[Stored items from a collection]
[Start of section]
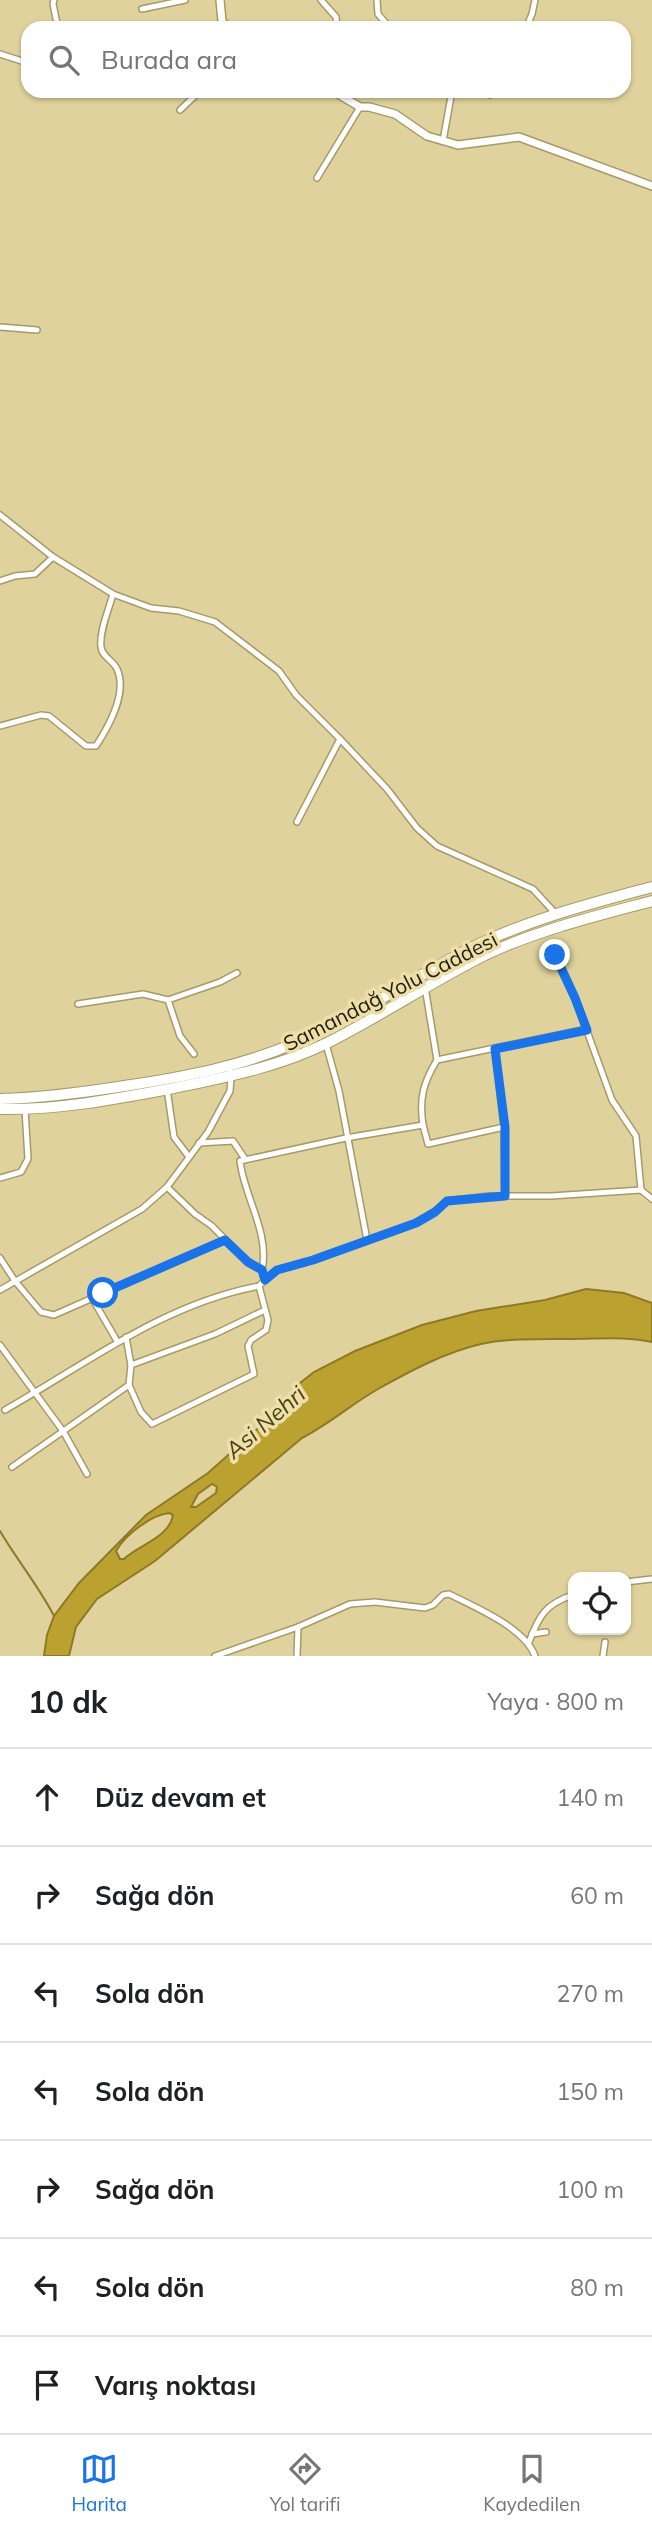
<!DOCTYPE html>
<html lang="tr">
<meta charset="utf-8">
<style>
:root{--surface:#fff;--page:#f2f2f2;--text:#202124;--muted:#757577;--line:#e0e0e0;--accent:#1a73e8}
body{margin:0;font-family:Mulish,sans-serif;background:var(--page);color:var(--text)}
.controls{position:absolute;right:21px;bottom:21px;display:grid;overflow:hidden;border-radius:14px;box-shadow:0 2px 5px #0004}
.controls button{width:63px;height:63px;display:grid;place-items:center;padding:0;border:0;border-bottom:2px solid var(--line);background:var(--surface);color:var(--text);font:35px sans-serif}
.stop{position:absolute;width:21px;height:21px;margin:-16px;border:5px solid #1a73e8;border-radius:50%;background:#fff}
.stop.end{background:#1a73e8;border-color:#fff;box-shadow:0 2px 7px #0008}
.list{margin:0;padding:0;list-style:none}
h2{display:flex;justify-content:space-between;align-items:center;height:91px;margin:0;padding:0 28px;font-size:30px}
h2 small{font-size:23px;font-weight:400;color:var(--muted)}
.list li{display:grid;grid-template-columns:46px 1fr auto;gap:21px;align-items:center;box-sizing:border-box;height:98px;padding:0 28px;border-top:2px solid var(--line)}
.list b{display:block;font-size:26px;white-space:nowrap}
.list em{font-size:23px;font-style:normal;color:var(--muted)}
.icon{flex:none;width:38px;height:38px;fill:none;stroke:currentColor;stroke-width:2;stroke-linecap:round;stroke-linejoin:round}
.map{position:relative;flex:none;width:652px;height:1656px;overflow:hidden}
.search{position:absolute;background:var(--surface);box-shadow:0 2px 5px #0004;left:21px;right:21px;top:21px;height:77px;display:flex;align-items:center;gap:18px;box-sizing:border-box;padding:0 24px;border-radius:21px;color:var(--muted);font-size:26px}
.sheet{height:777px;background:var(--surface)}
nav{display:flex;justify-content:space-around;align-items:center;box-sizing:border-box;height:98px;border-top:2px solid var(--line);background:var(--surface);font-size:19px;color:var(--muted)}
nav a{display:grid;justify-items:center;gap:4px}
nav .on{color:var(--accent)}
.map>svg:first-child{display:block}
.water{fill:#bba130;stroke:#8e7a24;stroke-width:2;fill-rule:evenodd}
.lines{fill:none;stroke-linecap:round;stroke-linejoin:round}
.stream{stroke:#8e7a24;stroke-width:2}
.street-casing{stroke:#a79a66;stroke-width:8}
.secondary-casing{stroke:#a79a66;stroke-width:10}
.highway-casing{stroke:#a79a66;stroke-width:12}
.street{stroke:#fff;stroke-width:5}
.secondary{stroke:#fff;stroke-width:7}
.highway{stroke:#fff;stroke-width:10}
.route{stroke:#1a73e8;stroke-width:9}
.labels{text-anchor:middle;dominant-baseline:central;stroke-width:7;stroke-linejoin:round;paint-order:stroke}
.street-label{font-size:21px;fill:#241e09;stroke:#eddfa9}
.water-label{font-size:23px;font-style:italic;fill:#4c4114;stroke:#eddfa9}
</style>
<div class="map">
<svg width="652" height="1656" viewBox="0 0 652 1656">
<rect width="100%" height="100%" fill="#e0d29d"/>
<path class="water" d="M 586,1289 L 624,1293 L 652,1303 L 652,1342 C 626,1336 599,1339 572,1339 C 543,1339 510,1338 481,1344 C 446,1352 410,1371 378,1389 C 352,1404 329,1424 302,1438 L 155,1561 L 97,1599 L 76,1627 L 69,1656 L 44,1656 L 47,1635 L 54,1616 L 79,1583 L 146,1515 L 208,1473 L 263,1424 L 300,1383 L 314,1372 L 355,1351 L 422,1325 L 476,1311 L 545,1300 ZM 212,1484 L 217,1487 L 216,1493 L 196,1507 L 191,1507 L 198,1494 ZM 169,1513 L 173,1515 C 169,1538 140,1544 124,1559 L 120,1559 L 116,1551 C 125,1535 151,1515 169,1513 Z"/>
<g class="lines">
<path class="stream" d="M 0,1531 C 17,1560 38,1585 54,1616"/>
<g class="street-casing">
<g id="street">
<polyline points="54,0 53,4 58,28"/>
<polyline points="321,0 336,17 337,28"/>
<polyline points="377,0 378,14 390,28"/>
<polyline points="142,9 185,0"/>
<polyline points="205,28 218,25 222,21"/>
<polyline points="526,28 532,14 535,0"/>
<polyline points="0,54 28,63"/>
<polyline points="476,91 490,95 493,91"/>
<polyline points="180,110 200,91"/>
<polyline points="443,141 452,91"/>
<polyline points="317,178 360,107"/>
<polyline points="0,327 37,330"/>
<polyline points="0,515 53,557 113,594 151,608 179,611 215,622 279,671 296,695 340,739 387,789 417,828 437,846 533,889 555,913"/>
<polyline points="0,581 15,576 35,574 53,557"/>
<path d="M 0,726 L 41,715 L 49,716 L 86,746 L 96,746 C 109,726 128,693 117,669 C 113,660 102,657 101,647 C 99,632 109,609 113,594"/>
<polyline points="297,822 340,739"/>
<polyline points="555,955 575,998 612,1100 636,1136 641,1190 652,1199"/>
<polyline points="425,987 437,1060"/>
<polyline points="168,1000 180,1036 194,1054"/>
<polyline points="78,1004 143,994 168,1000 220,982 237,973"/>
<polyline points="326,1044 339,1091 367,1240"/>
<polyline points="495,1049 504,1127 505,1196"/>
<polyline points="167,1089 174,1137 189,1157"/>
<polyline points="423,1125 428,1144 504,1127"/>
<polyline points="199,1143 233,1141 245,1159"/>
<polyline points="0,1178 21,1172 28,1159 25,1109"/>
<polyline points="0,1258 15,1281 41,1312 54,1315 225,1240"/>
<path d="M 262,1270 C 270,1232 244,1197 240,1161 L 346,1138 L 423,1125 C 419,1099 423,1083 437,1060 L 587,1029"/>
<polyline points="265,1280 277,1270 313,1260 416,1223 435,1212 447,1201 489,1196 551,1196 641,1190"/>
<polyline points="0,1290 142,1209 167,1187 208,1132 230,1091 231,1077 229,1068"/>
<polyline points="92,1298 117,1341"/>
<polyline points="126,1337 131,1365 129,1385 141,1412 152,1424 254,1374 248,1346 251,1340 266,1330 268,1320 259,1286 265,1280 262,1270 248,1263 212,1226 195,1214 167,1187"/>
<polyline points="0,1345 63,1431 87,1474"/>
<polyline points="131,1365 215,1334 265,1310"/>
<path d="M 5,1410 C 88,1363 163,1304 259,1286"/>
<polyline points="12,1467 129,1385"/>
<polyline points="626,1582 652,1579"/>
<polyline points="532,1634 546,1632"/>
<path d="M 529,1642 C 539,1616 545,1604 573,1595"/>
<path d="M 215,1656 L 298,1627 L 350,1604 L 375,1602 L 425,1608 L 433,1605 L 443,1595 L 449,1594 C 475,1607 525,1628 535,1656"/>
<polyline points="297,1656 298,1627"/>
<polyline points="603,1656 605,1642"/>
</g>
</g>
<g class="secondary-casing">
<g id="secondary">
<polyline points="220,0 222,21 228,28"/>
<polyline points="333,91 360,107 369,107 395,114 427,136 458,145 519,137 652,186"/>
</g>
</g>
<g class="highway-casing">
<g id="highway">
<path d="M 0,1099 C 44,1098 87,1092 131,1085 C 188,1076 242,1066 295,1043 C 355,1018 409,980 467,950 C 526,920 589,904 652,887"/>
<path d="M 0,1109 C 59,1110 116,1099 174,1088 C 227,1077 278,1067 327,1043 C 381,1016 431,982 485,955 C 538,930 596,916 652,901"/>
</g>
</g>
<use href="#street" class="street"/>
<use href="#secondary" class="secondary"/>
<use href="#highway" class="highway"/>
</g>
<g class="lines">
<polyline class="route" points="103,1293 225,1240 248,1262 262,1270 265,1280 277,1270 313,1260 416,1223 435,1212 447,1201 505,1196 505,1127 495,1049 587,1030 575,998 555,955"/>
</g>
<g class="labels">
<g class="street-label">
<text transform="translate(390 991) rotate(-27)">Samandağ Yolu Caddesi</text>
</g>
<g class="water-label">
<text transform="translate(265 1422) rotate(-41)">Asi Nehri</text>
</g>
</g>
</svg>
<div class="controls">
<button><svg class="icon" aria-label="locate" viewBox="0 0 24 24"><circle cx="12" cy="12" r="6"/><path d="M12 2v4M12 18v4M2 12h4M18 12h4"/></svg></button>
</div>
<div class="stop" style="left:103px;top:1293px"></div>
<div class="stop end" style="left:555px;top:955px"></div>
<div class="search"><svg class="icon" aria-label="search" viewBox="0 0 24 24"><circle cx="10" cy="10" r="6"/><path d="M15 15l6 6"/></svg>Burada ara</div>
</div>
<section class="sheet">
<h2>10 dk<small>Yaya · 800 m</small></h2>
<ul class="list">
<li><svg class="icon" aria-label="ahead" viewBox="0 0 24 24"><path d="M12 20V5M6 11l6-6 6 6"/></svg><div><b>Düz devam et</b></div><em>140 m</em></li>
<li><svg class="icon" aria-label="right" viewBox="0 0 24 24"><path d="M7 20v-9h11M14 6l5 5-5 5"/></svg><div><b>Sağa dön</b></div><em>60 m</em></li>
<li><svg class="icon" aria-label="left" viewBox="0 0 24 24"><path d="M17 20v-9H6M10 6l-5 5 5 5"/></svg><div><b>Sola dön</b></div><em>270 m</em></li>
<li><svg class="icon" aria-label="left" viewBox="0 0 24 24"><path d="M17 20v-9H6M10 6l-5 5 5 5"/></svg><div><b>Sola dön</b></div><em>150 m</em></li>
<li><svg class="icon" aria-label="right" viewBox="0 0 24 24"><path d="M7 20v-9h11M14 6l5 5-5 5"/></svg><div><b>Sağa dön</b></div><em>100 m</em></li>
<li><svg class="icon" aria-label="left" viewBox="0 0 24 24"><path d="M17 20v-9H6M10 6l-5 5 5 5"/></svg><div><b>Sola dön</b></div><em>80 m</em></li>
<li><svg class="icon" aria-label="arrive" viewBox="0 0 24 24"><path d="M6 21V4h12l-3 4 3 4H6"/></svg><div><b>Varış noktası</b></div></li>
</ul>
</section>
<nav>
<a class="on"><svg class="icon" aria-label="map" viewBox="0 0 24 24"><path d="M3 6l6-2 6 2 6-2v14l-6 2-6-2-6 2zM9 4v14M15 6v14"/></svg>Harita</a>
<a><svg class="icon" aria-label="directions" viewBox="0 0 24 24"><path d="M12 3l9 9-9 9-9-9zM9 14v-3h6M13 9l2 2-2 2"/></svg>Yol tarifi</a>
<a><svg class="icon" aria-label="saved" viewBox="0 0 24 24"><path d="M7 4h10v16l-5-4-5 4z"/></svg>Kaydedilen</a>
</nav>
[End of section]
* Brief: Set down exactly the lines of the data above, beginning with the line that has "<h2>10 dk<small>Yaya · 800 m</small></h2>" and ending with the line that has "devam et</b></div><em>140 m</em></li>", and no others.

* Final answer:
<h2>10 dk<small>Yaya · 800 m</small></h2>
<ul class="list">
<li><svg class="icon" aria-label="ahead" viewBox="0 0 24 24"><path d="M12 20V5M6 11l6-6 6 6"/></svg><div><b>Düz devam et</b></div><em>140 m</em></li>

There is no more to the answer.